Conveniently at this point the Doctor nips back just in the nick of time to take everyone back to Earth, watch the Moon disintegrate as a result of ' hatching' & see whatever was in that egg fly off. And he gets to make the kind of big speech that only a Time Lord can get away with while he's at it.“The mid 21st century. Humankind starts creeping off into the stars. It spreads its way through the galaxy to the very edges of the universe and it endures to the end of time. And it does all that because one day in the year 2049, when it had stopped thinking about going to the stars, something occurred that made it look up, not down. It looked out there into the blackness and it saw something beautiful, something wonderful that, for once, it didn’t want to destroy. And in that one moment the whole course of history was changed. Not bad for a girl from Coal Hill School and her teacher.”

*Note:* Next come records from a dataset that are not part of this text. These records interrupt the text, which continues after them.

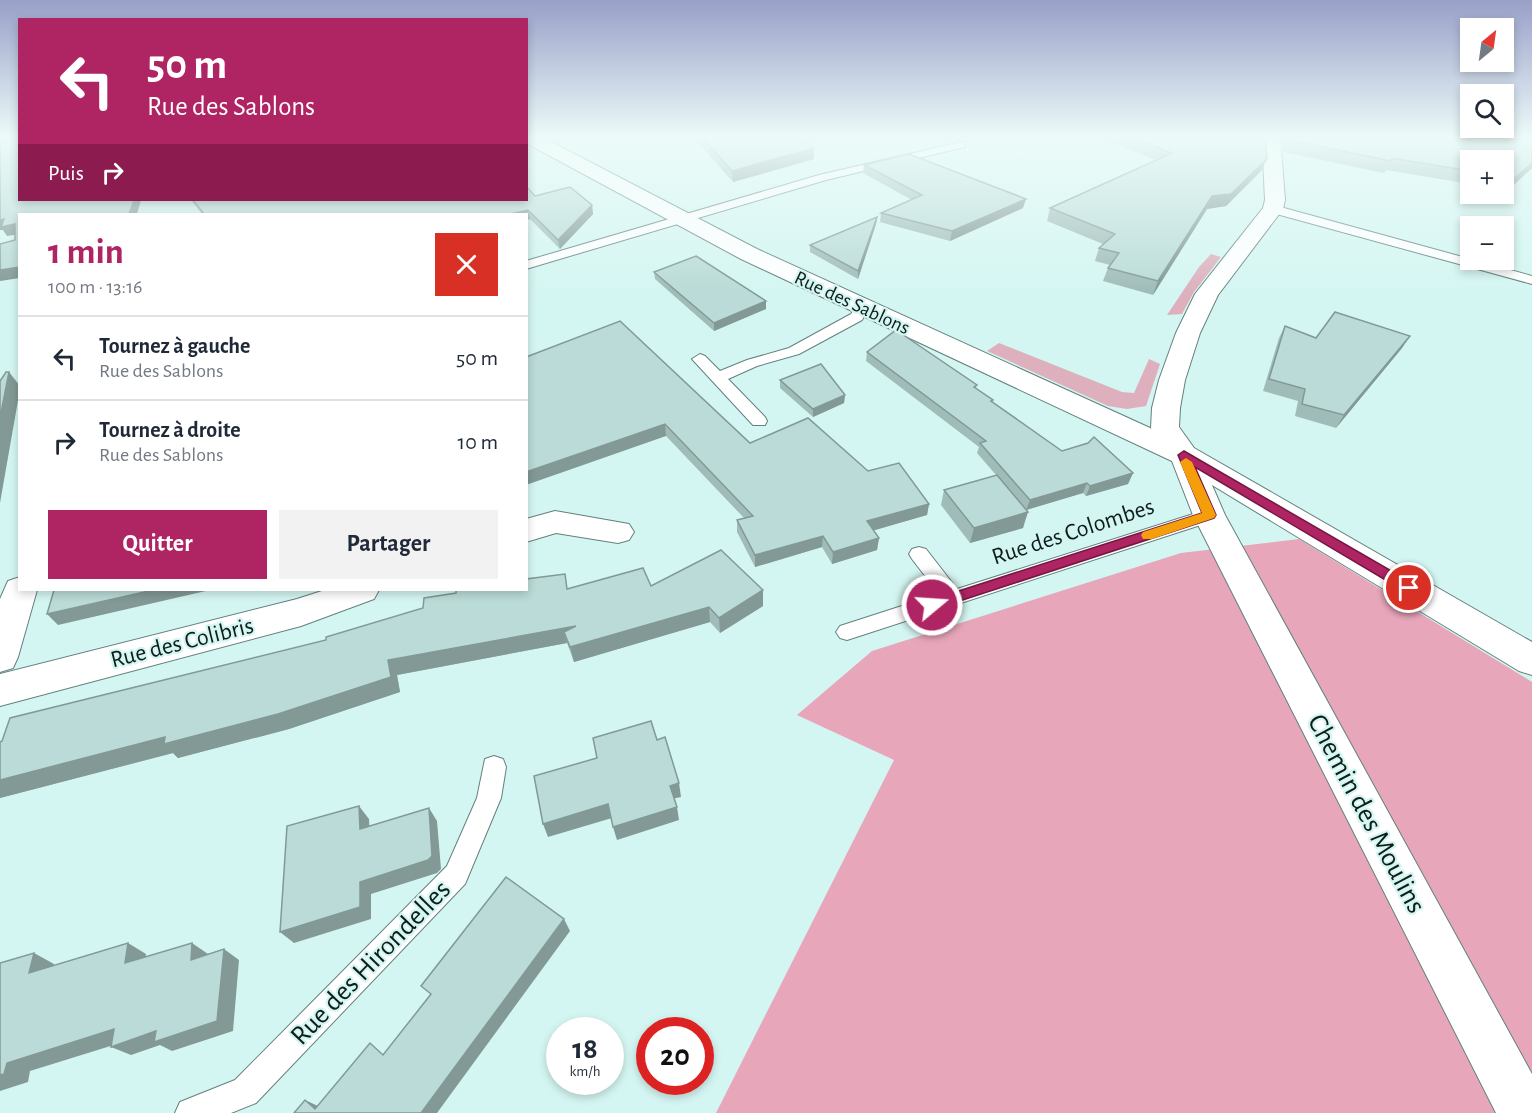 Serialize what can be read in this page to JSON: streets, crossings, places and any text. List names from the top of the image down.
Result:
{
  "streets": {
    "street": ["Rue des Sablons", "Rue des Colibris", "Chemin des Moulins"],
    "lane": ["Rue des Colombes", "Rue des Hirondelles"]
  },
  "crossings": [
    ["Rue des Colombes", "Chemin des Moulins"]
  ],
  "north": "top right",
  "page": {
    "map_buttons": ["+", "−"],
    "turn": ["50 m", "Rue des Sablons"],
    "then": "Puis",
    "heading": ["1 min", "100 m · 13:16"],
    "list": [
      {
        "name": "Tournez à gauche",
        "note": "Rue des Sablons",
        "value": "50 m"
      },
      {
        "name": "Tournez à droite",
        "note": "Rue des Sablons",
        "value": "10 m"
      }
    ],
    "buttons": ["Quitter", "Partager"],
    "speed": "18 km/h",
    "limit": "20"
  }
} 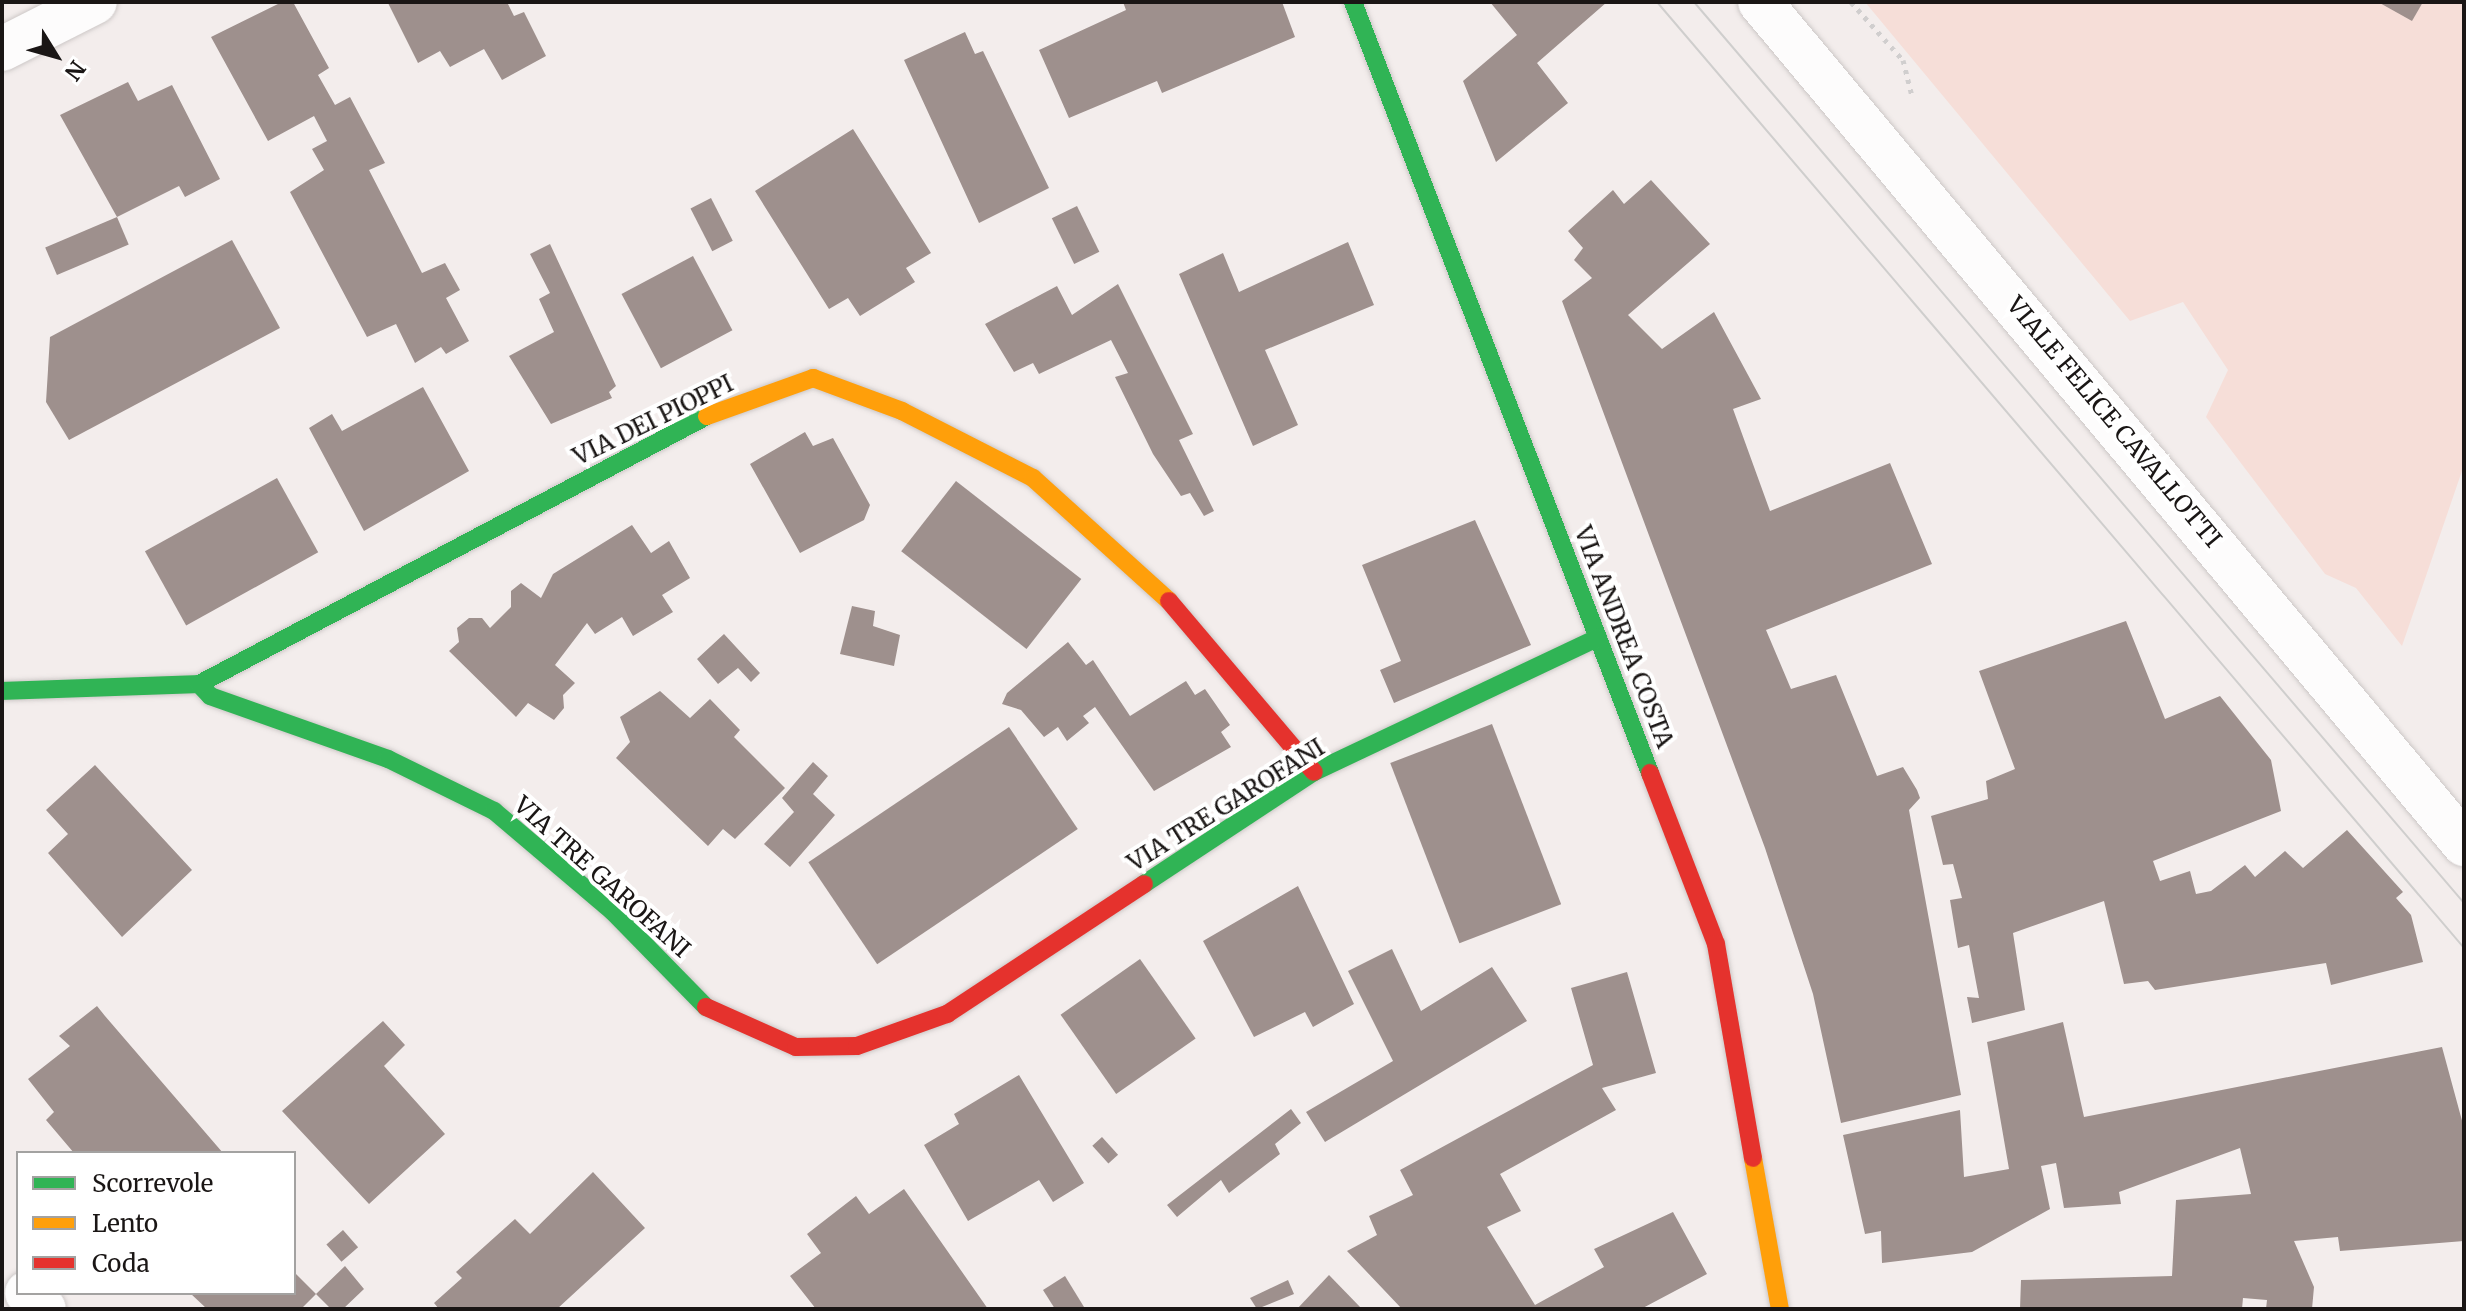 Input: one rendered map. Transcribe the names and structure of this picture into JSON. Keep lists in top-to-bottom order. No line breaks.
{"streets":{"street":["VIA DEI PIOPPI","VIALE FELICE CAVALLOTTI","VIA ANDREA COSTA","VIA TRE GAROFANI"]},"crossings":[["VIA DEI PIOPPI","VIA TRE GAROFANI"],["VIA ANDREA COSTA","VIA TRE GAROFANI"]],"legend":["Scorrevole","Lento","Coda"],"north":"bottom right"} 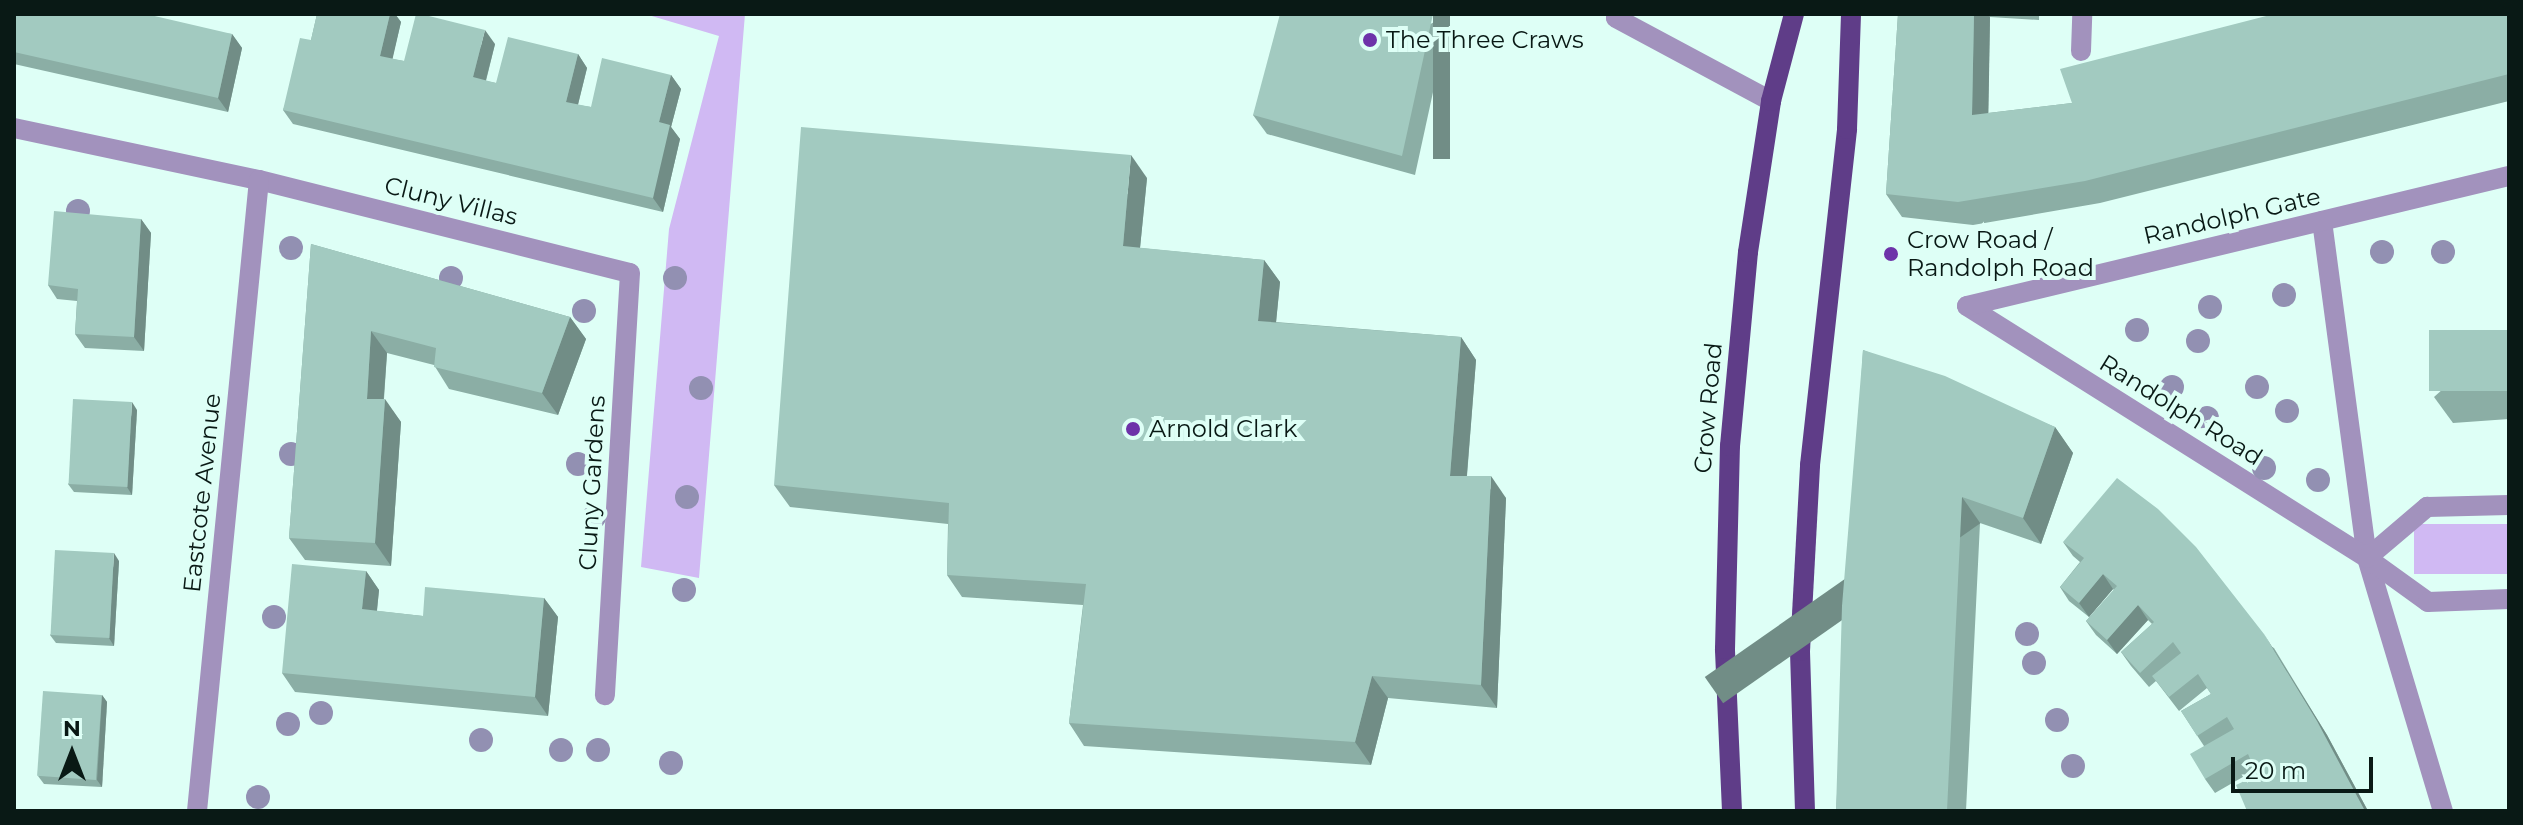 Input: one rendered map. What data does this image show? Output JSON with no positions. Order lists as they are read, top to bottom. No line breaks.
{"streets":{"main road":["Crow Road"],"street":["Cluny Villas","Randolph Gate","Randolph Road","Cluny Gardens","Eastcote Avenue"]},"crossings":[["Cluny Villas","Cluny Gardens"],["Cluny Villas","Eastcote Avenue"],["Randolph Gate","Randolph Road"]],"places":["The Three Craws","Crow Road / Randolph Road","Arnold Clark"],"scale_bar":"20 m","north":"top"}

Clara's still angry with him though. What he saw as a show of faith in leaving her behind to help make such a massive decision, she sees as an act of desertion- his earlier words “I’m sorry, Clara. I can’t help you. The Earth isn’t my home. The Moon isn’t my moon…” probably still ringing in her ears. But then there's the real stinger. 'Kill it or let it live. I can’t make this decision for you.” Then just to really rub salt into the wound he adds in “It’s time to take the stabilisers off your bike.” Little wonder then that she's so set on leaving him behind at the conclusion of their latest travels.

Will she, though? For the Doctor at least, its now time to go after a Mummy On The Orient Express!